**Your objective**
Looking only at the lines below that contain "Church", give the number of them and no other text.

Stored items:
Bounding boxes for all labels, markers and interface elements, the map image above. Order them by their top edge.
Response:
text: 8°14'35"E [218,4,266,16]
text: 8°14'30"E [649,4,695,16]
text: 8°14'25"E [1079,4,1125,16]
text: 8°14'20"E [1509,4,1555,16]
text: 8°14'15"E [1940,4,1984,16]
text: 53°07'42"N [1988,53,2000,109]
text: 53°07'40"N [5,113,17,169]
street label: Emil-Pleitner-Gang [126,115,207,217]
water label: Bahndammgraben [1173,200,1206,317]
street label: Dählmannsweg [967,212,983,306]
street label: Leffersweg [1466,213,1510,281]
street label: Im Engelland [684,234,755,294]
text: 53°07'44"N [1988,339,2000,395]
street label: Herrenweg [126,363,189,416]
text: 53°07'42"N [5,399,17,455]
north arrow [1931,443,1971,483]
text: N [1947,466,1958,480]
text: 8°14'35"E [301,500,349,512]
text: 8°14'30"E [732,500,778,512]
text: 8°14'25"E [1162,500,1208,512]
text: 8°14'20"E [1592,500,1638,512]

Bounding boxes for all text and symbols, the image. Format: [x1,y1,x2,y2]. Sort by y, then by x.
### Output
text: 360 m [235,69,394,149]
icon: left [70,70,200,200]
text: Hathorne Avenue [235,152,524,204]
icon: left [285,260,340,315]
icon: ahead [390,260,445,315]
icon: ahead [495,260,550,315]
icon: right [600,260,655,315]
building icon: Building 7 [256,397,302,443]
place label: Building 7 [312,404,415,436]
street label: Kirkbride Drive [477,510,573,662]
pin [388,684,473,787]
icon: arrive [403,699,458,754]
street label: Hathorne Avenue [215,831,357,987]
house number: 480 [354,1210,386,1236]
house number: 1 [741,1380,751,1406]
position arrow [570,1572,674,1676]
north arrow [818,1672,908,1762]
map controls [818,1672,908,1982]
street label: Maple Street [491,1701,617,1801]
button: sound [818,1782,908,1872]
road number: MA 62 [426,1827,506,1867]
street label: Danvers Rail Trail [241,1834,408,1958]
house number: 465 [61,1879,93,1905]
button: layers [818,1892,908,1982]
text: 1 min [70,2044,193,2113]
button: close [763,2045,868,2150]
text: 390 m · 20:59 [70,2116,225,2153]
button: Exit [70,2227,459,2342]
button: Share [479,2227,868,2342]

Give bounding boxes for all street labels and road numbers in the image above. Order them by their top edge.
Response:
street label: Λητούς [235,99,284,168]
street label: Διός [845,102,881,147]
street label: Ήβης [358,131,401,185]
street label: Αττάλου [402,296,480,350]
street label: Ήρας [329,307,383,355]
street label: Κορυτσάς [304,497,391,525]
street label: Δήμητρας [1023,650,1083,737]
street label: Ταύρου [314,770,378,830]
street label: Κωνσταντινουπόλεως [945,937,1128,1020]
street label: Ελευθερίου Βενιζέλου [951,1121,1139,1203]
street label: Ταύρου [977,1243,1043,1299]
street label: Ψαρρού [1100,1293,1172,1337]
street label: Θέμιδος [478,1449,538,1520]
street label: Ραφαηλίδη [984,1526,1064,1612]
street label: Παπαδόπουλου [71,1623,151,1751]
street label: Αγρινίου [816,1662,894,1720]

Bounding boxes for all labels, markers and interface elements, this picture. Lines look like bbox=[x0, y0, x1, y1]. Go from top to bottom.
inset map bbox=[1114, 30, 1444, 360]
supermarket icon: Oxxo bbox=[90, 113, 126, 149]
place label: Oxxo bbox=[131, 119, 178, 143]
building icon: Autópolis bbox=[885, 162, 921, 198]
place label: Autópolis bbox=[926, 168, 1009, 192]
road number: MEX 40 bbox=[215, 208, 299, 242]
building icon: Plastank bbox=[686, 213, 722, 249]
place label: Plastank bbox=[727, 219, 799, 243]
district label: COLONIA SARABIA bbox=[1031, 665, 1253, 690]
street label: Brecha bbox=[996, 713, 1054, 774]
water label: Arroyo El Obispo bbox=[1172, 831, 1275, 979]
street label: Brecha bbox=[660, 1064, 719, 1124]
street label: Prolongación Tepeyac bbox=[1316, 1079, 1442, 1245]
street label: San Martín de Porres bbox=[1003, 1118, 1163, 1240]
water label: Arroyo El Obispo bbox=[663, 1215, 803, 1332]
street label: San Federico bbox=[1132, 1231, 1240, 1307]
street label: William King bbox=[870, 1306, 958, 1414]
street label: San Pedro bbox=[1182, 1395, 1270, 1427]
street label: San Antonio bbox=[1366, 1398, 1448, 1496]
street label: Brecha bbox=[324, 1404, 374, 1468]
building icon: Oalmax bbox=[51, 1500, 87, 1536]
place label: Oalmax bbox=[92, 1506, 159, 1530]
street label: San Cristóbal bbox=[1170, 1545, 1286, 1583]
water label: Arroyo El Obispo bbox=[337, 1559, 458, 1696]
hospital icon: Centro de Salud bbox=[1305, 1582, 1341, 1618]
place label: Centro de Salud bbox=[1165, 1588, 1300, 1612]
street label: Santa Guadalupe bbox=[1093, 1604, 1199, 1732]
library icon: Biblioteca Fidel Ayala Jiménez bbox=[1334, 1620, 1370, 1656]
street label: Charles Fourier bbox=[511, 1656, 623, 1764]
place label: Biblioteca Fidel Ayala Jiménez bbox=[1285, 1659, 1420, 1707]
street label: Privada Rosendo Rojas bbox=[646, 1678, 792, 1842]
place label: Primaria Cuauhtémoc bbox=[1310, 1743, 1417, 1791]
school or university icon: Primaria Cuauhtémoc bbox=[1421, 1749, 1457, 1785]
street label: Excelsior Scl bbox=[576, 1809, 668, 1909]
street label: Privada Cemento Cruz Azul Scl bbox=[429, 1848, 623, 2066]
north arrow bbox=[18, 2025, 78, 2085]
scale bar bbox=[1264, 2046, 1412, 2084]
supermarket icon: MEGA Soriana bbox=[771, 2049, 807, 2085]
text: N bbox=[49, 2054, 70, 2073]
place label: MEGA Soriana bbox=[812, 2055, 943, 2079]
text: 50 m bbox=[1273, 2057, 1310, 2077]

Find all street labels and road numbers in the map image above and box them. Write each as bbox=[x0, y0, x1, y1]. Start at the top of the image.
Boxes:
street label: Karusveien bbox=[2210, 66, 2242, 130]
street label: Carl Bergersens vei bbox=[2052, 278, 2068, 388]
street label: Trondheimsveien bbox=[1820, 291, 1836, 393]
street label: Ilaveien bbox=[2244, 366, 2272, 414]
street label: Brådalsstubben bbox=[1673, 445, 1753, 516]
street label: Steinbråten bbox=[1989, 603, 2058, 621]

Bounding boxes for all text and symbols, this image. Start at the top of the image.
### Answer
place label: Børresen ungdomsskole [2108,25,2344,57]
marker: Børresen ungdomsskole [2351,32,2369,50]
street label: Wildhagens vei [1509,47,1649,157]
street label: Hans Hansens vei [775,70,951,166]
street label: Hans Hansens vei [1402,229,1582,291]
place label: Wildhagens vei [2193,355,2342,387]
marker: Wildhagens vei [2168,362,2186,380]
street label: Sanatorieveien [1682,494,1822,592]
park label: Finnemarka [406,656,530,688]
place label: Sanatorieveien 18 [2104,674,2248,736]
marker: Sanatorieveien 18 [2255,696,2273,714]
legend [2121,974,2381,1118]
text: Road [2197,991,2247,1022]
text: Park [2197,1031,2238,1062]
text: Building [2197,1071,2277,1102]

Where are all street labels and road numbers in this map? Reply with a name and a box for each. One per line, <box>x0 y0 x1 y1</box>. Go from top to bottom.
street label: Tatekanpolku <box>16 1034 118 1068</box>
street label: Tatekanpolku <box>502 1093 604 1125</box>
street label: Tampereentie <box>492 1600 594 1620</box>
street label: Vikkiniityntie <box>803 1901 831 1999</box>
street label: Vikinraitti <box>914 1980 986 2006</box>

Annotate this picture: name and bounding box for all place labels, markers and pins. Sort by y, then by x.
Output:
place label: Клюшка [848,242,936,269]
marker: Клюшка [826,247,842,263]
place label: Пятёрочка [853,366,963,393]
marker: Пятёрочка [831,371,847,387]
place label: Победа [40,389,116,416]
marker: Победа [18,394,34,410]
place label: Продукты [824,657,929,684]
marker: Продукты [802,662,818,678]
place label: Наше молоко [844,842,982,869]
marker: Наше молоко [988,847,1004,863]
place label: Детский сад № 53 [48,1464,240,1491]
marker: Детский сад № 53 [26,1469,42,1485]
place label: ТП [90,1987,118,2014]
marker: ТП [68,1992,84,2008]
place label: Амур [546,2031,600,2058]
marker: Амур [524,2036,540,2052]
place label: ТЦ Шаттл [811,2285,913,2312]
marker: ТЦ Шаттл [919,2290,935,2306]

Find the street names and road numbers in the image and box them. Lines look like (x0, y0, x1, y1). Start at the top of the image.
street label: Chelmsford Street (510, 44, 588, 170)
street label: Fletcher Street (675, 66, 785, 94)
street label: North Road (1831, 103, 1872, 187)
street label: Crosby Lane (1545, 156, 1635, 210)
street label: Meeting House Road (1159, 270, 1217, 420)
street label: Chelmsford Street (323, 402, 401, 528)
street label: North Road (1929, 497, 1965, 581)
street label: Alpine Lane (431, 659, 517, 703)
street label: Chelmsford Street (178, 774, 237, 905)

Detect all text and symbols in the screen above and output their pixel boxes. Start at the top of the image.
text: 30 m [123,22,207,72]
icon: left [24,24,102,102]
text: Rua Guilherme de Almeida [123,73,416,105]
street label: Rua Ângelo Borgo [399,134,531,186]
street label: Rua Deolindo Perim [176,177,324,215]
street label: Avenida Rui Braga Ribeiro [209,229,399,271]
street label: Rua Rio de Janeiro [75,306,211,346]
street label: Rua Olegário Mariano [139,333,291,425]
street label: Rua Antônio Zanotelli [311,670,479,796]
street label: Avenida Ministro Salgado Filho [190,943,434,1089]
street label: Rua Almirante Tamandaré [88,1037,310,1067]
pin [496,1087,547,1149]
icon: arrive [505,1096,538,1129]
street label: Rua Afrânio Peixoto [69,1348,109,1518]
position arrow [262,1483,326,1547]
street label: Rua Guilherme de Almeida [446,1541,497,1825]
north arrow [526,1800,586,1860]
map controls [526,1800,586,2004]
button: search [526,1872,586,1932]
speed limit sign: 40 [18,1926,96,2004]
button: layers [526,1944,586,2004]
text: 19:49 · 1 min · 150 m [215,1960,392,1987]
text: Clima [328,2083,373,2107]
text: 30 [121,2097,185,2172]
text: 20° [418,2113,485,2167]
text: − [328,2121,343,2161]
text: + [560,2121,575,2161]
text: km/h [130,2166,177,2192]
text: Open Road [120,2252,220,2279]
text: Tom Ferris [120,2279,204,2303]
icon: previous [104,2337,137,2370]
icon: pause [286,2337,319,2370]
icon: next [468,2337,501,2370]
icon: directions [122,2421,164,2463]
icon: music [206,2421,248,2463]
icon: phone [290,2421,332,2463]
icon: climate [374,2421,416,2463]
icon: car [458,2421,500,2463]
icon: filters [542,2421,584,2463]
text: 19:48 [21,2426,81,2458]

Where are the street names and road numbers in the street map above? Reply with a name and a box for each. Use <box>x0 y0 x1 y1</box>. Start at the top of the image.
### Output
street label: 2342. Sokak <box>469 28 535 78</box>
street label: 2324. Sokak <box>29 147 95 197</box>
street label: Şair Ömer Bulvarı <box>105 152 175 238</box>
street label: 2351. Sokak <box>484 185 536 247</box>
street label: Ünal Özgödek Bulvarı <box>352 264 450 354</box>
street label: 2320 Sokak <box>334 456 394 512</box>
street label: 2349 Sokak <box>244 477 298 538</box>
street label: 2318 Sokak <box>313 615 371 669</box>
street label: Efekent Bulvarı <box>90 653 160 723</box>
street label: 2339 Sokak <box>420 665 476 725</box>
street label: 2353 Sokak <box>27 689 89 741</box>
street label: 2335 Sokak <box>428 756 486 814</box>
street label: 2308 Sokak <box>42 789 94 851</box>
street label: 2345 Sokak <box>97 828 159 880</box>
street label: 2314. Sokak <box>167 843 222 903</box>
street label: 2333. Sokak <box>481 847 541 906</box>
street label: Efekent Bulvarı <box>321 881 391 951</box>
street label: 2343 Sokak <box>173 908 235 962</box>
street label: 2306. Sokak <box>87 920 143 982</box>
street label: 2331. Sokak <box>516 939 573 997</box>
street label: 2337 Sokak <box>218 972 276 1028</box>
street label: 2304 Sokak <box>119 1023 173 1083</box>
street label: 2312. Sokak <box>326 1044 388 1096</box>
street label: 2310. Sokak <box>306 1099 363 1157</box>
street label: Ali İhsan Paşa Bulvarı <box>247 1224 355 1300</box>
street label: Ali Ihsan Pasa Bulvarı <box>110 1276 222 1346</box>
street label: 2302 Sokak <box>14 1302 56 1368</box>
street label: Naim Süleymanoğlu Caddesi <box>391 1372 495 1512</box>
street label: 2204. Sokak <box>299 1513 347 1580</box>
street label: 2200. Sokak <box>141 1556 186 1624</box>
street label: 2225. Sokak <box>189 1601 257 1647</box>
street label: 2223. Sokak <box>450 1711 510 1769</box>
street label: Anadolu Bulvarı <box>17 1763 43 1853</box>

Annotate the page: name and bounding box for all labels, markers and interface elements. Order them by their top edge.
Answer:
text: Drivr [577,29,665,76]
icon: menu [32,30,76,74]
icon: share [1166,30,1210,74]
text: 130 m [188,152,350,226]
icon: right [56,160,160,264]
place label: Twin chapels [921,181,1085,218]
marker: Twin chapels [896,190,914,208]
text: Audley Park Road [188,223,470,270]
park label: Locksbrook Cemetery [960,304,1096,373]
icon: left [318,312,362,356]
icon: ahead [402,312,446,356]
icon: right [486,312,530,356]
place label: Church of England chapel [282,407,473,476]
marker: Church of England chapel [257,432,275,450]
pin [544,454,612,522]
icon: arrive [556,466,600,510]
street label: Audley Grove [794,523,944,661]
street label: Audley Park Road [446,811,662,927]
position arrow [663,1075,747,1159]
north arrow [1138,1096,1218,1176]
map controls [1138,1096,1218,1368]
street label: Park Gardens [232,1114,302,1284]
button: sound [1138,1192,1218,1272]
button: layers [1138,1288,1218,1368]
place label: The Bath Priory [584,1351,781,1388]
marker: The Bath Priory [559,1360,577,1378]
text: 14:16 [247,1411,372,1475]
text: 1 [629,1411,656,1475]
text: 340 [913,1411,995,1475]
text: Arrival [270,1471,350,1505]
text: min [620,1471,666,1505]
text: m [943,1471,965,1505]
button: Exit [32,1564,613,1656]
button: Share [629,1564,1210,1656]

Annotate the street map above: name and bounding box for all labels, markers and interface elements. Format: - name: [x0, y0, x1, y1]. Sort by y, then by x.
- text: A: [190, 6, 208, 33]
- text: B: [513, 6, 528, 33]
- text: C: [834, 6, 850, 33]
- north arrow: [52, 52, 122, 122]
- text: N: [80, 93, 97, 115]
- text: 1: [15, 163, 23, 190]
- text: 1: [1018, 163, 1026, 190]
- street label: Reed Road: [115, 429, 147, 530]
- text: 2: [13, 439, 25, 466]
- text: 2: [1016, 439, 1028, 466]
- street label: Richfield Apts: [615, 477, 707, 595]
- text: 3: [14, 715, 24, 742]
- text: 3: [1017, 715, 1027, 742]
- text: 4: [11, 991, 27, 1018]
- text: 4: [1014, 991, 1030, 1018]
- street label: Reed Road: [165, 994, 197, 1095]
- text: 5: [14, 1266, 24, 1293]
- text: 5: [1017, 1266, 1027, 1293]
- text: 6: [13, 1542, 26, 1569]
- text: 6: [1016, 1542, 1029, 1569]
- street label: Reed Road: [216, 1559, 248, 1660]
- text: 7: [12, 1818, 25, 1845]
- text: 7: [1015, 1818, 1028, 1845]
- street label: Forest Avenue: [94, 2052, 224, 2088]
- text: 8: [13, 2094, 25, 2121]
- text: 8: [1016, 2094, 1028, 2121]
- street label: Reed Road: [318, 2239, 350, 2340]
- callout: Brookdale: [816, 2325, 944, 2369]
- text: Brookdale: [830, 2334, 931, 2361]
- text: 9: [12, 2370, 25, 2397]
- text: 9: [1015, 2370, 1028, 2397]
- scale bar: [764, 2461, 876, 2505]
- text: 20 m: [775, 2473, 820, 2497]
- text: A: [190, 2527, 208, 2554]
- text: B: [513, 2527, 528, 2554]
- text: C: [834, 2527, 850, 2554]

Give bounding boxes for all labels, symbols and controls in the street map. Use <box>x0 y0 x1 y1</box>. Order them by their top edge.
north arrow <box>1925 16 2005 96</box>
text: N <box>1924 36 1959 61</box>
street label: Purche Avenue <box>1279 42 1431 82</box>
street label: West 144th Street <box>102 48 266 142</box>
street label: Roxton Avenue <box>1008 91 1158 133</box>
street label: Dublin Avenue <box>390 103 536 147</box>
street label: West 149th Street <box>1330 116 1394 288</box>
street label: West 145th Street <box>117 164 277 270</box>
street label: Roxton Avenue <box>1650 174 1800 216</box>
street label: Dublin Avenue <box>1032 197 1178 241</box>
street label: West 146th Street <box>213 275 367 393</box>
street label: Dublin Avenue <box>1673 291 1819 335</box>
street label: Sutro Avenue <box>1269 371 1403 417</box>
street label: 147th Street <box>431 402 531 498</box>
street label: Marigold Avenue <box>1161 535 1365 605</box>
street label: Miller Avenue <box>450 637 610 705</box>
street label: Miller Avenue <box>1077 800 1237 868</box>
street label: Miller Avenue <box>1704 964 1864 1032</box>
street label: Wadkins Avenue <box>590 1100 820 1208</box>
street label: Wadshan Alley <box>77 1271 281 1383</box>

**Solution for this problem**
2